La crise des médias est une crise de revenus, de publicité, d’innovation.

Pensez aux journaux papier qui voient leurs annonceurs fuir vers le web. Pensez aux géants du web qui siphonnent les revenus qui allaient aux journaux. Pensez à la télé généraliste qui écope de la baisse de popularité du câble. Pensez aux modèles d’affaires qui n’ont pas évolué malgré un contexte qui oblige à sortir des sentiers battus.

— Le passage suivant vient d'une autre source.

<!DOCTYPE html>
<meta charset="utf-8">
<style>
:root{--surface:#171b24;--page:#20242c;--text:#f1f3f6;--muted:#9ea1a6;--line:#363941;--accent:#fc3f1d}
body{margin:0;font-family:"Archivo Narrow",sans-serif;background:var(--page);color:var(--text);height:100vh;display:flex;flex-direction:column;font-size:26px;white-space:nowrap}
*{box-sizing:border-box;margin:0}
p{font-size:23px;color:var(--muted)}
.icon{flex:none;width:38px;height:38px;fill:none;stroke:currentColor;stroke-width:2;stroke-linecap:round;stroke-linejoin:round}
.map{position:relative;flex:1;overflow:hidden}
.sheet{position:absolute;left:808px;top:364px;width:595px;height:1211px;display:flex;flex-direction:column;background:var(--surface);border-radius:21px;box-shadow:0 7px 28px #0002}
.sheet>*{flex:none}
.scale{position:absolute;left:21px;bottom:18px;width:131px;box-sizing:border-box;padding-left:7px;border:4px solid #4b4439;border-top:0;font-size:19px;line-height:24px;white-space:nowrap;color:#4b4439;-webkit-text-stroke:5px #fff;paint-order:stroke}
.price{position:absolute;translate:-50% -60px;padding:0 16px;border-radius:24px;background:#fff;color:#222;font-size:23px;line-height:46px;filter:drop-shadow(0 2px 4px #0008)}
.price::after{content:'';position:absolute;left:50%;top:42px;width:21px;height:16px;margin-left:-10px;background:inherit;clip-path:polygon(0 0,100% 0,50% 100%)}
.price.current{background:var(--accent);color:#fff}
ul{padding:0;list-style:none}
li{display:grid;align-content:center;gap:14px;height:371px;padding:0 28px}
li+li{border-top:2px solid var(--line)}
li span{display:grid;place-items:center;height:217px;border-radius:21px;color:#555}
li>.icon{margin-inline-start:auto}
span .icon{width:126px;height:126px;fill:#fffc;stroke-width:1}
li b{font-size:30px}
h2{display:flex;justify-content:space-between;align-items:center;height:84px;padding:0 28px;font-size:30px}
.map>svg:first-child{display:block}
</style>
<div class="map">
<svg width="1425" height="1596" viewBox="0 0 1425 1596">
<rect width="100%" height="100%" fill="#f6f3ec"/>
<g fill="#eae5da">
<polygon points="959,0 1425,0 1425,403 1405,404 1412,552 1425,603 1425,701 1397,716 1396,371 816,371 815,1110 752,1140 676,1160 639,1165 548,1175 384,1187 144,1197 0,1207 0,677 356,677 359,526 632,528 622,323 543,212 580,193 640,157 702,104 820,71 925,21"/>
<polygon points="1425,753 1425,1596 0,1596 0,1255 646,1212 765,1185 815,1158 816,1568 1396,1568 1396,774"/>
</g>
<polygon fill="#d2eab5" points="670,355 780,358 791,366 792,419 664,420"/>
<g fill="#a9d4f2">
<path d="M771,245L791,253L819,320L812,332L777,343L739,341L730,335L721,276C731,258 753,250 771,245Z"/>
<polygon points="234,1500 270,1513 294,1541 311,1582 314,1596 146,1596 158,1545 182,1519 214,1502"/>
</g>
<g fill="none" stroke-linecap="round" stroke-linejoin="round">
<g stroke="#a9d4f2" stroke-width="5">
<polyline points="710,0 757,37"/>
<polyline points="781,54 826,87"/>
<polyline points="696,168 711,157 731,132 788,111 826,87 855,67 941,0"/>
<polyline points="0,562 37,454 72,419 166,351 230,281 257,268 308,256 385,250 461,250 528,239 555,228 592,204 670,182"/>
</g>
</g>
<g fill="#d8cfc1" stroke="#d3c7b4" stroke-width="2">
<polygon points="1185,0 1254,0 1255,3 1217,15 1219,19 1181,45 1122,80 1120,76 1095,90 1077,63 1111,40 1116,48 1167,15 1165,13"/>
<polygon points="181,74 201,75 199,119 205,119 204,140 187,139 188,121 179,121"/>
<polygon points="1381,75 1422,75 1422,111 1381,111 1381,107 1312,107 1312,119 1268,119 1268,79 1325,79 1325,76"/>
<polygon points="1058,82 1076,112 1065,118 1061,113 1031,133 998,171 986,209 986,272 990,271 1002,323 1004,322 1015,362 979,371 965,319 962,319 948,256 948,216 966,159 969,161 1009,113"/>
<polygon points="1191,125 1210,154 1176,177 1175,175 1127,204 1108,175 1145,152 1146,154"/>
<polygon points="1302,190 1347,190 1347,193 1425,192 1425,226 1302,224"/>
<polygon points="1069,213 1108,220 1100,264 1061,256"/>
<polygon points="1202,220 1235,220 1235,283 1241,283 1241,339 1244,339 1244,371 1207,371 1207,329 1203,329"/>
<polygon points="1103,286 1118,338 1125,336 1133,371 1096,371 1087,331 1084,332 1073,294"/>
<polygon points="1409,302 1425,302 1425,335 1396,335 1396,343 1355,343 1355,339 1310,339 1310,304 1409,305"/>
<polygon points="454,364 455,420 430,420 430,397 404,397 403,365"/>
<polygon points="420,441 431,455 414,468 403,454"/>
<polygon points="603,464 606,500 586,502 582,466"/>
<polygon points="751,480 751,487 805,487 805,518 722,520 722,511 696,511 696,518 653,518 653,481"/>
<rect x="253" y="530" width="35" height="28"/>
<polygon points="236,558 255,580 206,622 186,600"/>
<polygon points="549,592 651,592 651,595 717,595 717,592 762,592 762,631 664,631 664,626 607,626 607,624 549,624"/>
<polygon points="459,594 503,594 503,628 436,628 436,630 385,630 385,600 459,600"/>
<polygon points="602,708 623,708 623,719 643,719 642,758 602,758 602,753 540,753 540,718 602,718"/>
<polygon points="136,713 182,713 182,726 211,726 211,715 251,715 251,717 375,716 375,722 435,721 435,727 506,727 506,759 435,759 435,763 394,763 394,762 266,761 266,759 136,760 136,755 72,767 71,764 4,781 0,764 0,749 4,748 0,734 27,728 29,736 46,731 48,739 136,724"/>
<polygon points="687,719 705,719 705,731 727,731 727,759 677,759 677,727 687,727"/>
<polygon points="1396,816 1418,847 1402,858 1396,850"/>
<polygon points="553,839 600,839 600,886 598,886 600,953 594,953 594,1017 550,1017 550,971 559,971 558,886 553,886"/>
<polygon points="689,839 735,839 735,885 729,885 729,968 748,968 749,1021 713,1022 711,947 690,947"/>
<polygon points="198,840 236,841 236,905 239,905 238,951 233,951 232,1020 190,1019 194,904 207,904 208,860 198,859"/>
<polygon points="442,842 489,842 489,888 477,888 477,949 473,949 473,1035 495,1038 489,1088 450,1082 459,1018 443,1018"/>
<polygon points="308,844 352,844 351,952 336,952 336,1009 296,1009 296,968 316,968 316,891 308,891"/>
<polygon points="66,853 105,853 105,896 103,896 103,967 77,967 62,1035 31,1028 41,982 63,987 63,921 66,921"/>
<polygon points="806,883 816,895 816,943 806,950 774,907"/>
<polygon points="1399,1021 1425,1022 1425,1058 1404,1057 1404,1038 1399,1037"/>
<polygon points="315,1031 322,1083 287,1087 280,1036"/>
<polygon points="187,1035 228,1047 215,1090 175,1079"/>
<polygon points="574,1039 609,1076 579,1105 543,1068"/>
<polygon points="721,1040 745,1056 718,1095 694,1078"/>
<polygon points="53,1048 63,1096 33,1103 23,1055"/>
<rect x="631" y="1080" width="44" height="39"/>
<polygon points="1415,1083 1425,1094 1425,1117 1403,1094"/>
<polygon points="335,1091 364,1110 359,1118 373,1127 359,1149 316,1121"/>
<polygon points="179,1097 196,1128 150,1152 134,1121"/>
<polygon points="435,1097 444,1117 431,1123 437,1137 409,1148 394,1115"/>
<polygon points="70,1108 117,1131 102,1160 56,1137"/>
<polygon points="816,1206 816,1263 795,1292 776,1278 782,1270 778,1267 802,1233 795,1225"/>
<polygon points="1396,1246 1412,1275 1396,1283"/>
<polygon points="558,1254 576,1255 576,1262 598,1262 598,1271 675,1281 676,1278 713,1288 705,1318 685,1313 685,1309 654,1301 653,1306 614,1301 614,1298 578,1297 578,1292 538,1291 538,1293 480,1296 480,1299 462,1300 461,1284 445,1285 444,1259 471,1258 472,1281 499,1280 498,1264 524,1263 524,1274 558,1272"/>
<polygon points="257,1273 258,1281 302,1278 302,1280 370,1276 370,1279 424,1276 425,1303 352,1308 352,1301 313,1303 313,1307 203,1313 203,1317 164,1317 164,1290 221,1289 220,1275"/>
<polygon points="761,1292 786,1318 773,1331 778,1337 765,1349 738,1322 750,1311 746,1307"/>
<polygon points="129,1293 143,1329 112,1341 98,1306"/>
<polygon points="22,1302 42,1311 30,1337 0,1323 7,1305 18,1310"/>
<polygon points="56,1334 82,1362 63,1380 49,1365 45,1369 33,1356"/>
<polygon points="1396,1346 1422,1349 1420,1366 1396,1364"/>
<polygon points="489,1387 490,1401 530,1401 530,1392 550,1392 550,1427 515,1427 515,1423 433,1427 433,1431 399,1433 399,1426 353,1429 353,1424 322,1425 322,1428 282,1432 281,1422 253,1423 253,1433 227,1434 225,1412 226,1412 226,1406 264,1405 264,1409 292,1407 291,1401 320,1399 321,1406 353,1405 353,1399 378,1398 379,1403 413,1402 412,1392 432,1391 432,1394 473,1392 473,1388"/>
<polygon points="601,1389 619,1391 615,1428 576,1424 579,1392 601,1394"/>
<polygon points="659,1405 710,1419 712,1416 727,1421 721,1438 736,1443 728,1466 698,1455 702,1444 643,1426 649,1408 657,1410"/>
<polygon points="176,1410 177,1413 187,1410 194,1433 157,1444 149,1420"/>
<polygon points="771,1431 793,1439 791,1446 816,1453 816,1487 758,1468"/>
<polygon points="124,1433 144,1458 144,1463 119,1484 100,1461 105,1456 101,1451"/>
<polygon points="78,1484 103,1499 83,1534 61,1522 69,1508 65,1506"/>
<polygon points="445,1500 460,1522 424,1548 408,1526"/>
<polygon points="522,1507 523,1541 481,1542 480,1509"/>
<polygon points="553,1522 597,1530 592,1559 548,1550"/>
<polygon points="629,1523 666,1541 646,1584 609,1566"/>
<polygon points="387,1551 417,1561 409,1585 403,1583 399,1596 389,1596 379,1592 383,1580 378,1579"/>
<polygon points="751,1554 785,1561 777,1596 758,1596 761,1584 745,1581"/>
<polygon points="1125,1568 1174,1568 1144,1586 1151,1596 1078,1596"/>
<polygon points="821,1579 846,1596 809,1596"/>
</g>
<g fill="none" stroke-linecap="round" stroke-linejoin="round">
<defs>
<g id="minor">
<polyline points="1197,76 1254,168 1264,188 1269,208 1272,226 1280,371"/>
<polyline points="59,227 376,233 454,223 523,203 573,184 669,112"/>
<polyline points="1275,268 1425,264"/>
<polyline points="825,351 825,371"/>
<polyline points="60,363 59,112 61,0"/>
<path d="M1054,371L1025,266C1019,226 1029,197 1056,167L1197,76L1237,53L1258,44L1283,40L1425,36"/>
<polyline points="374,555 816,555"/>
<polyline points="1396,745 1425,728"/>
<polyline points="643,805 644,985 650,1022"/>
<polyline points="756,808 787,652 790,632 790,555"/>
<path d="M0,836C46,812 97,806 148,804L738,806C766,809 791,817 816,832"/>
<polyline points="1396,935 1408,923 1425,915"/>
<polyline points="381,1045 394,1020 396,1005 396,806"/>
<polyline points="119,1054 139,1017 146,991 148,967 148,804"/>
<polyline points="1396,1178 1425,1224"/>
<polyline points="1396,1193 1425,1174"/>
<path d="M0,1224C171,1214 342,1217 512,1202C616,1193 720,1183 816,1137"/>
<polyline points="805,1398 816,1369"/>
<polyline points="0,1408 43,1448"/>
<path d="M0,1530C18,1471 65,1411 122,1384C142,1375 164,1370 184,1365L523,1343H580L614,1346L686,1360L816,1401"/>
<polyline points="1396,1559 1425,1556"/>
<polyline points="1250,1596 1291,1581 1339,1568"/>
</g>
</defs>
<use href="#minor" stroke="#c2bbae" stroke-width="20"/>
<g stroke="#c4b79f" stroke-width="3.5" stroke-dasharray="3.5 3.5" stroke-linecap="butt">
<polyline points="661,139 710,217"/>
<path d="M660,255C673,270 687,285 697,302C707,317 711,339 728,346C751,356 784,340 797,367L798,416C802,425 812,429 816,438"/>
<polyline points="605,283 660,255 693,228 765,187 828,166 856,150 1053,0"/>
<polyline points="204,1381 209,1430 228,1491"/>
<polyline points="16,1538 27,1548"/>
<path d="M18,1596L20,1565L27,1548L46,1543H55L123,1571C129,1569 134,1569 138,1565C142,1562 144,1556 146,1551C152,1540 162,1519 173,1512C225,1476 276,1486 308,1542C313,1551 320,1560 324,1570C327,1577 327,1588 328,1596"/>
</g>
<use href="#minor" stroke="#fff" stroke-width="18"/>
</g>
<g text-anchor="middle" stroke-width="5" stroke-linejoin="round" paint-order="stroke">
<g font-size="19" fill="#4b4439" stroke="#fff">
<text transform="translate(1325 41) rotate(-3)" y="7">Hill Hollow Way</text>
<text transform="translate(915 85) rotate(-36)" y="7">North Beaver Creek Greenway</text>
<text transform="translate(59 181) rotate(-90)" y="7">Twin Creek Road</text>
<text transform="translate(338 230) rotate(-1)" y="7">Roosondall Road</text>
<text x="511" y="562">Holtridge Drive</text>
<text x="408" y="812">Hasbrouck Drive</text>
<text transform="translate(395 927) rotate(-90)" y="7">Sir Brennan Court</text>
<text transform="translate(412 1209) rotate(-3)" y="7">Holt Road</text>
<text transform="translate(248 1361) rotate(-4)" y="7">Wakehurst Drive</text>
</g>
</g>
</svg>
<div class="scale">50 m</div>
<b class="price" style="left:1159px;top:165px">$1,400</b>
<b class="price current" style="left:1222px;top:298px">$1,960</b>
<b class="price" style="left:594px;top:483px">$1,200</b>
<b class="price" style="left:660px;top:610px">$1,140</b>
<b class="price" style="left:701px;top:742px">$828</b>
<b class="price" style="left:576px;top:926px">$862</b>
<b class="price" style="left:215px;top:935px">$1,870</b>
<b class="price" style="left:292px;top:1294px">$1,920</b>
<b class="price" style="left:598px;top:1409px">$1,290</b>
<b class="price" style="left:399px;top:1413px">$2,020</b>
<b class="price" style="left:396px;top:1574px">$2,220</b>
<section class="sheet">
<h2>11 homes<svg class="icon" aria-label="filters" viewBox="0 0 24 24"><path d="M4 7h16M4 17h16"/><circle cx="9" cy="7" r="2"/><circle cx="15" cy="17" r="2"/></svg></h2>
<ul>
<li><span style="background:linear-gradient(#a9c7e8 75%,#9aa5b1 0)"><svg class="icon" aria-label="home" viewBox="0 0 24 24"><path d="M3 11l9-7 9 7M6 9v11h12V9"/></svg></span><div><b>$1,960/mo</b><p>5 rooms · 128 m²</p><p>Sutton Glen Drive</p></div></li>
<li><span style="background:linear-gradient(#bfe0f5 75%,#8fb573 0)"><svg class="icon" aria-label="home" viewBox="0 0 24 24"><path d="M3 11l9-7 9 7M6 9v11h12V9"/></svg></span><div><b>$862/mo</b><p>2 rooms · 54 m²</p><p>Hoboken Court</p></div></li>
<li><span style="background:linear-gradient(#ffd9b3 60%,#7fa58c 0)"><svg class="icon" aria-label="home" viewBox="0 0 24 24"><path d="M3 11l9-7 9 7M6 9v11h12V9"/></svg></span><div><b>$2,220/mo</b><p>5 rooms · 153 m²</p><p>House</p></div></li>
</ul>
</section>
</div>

On n’est donc pas du tout dans la confiance du public, mais bien dans la nécessité du virage numérique, dans les changements rapides de comportement et dans la transformation constante des habitudes et rituels de consommation de l’information.

D’ailleurs, si ça peut servir d’indice, le tirage papier de La Presse pouvait atteindre les 200 000 exemplaires la semaine et 350 000 exemplaires le samedi. Alors qu’aujourd’hui, toutes plateformes confondues, on dépasse facilement le million d’appareils uniques atteints… chaque jour de la semaine.

« Désaffection », vraiment ?

Cela dit, le plus lourd de sens est ailleurs : y a-t-il, oui ou non, crise de confiance du public à l’endroit des médias ?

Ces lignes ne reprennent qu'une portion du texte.